Alhamdulillah, menjawab problematika umat di pedalaman, FDP segera menempatkan Da’i muda, Ust Amiruddin, yg kita didik langsung di Markaz FDP Tadrib ad Du’ad wal Muhaffizh Usman Fatmah yg akan bertugas di Desa Lae Itam, Kec.
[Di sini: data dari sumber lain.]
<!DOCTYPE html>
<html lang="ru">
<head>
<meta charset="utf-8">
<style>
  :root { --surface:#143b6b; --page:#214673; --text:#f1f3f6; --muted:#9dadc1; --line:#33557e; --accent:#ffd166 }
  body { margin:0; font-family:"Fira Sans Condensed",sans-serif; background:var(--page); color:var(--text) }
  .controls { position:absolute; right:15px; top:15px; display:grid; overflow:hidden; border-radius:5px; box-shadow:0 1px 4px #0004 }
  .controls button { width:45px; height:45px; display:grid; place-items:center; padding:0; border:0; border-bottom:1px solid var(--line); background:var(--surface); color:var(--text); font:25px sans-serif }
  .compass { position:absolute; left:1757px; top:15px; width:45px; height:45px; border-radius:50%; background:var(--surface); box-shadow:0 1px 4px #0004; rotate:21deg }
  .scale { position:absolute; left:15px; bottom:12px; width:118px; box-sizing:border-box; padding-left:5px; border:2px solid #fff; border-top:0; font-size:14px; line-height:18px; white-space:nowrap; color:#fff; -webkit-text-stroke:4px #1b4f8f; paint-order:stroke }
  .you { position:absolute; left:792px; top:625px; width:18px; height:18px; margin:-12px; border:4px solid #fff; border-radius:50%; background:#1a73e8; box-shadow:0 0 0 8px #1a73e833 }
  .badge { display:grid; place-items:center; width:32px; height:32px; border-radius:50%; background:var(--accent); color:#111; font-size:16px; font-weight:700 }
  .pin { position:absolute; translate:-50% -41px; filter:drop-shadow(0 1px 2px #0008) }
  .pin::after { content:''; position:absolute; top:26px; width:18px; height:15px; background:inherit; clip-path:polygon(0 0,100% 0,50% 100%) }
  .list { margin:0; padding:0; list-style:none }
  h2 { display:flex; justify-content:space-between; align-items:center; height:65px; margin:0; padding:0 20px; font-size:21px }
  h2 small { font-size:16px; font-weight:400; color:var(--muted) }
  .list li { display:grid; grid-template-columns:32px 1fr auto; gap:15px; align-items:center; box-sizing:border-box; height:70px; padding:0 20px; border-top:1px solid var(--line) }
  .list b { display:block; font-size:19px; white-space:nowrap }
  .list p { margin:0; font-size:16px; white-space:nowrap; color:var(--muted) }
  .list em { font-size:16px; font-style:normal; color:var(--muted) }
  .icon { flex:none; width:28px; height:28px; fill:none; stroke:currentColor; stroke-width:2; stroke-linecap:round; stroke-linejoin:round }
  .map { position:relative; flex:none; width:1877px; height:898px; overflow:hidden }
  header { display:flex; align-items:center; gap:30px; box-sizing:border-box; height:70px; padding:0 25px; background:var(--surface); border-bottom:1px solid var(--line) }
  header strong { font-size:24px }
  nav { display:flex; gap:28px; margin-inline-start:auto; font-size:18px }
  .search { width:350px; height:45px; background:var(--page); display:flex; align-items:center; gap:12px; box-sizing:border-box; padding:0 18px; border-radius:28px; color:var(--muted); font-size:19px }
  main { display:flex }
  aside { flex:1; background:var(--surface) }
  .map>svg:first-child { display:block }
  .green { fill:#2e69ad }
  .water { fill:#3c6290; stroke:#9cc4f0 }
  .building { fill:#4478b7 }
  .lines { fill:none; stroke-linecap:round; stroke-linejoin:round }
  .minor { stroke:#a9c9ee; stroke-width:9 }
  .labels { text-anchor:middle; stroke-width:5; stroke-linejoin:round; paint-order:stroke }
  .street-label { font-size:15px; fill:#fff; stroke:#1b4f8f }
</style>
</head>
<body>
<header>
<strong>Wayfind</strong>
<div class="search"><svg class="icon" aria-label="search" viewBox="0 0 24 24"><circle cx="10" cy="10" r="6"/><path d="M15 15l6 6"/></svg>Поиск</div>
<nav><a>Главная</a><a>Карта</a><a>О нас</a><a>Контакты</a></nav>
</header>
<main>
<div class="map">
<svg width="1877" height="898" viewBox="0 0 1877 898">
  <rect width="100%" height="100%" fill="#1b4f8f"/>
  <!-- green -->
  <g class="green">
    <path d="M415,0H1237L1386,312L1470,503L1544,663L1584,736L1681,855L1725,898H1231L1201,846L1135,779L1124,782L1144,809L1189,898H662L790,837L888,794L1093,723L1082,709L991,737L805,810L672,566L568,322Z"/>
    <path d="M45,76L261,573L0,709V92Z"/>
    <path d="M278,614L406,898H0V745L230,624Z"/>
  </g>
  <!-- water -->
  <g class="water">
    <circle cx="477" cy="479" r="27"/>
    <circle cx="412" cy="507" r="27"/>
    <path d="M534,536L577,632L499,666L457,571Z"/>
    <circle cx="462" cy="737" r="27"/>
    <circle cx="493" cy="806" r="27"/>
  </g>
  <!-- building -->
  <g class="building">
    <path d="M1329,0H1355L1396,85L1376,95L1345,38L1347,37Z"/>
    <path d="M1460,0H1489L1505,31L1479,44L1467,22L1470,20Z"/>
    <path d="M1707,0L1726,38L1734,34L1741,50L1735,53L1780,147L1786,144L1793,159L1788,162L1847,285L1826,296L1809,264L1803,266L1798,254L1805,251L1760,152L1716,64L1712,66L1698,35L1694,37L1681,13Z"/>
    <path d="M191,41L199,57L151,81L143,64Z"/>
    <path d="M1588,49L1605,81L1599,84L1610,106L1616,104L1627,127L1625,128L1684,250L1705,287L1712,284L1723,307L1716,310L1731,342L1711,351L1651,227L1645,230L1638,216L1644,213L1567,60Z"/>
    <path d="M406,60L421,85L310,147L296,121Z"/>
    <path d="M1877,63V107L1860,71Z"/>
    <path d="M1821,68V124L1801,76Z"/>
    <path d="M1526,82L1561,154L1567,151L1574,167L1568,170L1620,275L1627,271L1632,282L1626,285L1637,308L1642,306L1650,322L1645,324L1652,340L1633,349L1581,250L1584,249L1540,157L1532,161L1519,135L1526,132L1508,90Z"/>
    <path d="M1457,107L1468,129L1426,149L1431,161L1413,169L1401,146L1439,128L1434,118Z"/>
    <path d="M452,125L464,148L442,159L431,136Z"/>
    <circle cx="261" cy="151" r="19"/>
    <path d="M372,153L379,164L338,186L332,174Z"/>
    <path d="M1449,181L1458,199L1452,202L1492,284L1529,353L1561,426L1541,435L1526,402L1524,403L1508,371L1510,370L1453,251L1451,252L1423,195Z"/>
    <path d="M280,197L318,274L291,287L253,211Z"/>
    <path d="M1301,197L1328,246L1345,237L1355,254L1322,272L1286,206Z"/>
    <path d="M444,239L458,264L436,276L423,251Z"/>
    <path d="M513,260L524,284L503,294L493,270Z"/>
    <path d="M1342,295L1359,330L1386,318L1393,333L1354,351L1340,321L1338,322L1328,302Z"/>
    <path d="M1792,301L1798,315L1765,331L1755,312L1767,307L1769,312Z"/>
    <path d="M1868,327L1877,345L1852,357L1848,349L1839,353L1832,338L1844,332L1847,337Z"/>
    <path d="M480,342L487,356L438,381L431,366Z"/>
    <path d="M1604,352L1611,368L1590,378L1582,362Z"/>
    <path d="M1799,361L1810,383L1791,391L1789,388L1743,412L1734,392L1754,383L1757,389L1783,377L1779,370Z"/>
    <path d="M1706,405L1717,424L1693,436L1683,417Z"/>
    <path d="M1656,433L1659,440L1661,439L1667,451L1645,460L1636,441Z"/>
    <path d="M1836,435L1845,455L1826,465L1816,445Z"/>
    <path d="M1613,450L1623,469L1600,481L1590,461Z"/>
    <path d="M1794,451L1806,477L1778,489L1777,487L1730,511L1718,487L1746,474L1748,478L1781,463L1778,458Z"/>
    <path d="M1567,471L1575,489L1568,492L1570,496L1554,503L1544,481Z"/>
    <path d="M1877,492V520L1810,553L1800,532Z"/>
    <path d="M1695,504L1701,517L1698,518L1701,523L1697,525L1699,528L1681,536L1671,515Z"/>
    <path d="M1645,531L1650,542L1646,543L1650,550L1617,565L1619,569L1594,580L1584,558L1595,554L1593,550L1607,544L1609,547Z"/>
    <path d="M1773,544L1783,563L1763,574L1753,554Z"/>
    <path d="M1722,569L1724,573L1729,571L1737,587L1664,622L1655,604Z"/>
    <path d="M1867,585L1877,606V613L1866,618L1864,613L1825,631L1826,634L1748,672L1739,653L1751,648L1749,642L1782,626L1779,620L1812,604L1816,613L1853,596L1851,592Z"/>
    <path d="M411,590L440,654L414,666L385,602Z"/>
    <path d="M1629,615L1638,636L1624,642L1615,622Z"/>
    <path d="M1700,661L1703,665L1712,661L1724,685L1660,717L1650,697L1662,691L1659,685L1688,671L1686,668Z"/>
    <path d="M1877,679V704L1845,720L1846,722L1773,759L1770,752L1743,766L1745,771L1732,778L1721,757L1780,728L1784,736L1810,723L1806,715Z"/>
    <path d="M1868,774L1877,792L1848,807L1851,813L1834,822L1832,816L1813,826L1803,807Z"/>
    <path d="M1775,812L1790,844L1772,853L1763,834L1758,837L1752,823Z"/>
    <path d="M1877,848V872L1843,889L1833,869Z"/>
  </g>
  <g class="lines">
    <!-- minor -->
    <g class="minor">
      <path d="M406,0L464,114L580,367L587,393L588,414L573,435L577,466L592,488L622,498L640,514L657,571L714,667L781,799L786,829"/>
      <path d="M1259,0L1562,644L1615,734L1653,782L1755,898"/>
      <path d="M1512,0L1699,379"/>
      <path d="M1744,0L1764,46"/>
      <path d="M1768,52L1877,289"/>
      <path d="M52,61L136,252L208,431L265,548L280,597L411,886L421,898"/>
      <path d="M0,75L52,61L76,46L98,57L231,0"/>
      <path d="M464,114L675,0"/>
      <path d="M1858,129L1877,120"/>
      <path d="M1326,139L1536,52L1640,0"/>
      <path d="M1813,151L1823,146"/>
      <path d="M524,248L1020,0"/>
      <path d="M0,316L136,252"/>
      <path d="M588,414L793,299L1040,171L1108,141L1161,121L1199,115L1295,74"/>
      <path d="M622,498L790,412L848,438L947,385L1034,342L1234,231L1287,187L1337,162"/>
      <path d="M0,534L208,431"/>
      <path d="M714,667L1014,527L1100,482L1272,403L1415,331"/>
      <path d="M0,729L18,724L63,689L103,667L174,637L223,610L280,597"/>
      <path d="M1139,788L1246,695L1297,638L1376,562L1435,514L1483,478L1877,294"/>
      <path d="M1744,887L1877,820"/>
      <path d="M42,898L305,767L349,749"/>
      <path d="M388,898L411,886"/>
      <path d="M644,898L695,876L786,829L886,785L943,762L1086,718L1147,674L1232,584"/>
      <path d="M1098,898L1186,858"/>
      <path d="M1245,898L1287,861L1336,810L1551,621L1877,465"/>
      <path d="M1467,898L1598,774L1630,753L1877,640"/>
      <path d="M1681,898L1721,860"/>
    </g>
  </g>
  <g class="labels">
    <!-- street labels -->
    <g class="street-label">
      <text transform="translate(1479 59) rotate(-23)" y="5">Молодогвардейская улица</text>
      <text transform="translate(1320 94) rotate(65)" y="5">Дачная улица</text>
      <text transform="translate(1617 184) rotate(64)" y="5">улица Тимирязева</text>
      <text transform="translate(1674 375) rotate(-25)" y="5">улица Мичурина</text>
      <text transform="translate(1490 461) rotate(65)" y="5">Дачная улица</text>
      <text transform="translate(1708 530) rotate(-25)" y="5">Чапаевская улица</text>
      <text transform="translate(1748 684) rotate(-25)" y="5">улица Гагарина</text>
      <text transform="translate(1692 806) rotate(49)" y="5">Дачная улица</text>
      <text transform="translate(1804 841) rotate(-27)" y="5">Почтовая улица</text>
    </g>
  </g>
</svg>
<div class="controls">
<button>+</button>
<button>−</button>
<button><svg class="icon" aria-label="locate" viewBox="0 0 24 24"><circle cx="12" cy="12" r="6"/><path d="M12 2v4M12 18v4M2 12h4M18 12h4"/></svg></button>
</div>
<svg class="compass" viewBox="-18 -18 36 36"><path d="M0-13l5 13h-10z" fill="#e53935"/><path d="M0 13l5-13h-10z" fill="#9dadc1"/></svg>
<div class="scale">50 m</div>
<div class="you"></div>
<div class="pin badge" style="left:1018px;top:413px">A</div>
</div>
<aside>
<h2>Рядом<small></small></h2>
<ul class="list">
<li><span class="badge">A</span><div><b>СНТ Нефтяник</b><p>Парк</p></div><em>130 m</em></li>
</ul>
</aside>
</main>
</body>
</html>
Siempat Nempu Hilir, Dairi.
Desa ini sangatlah terisolir. Warga beragama Islam tidak ramai, itu pun rata2 para mualaf yang keislamannya hampir2 pudar karena tidak ada dai yang membimbing mereka. Di Sana Ada sebuah Masjid yg dibangun atas usaha ahlul khair dari luar daerah. Dengan ada Masjid tsb menjadi symbol bahwa ada Islam disana.
Menurut Ust. Ismail Amin Naibaho (Koordinator FDP wilayah Sumut) yang rajin keliling pedalaman Dairi & Karo untuk menyampaikan Islam, saat Masjid itu diresmikan pada hari jumat, ramai muslim datang.
Namun saat hendak shalat mereka wudhuk pun tidak mengerti, bahkan sesama muslim sekampung tidak tahu bahwa tetangganya juga seorang muslim, baru tahu di hari jumat itu.
Lae Itam kampung terakhir sebelum rimba raya Leuser.
Kalau diterobos hutan jalan kaki akan sampai ke Sungai Alas Leuser Agara.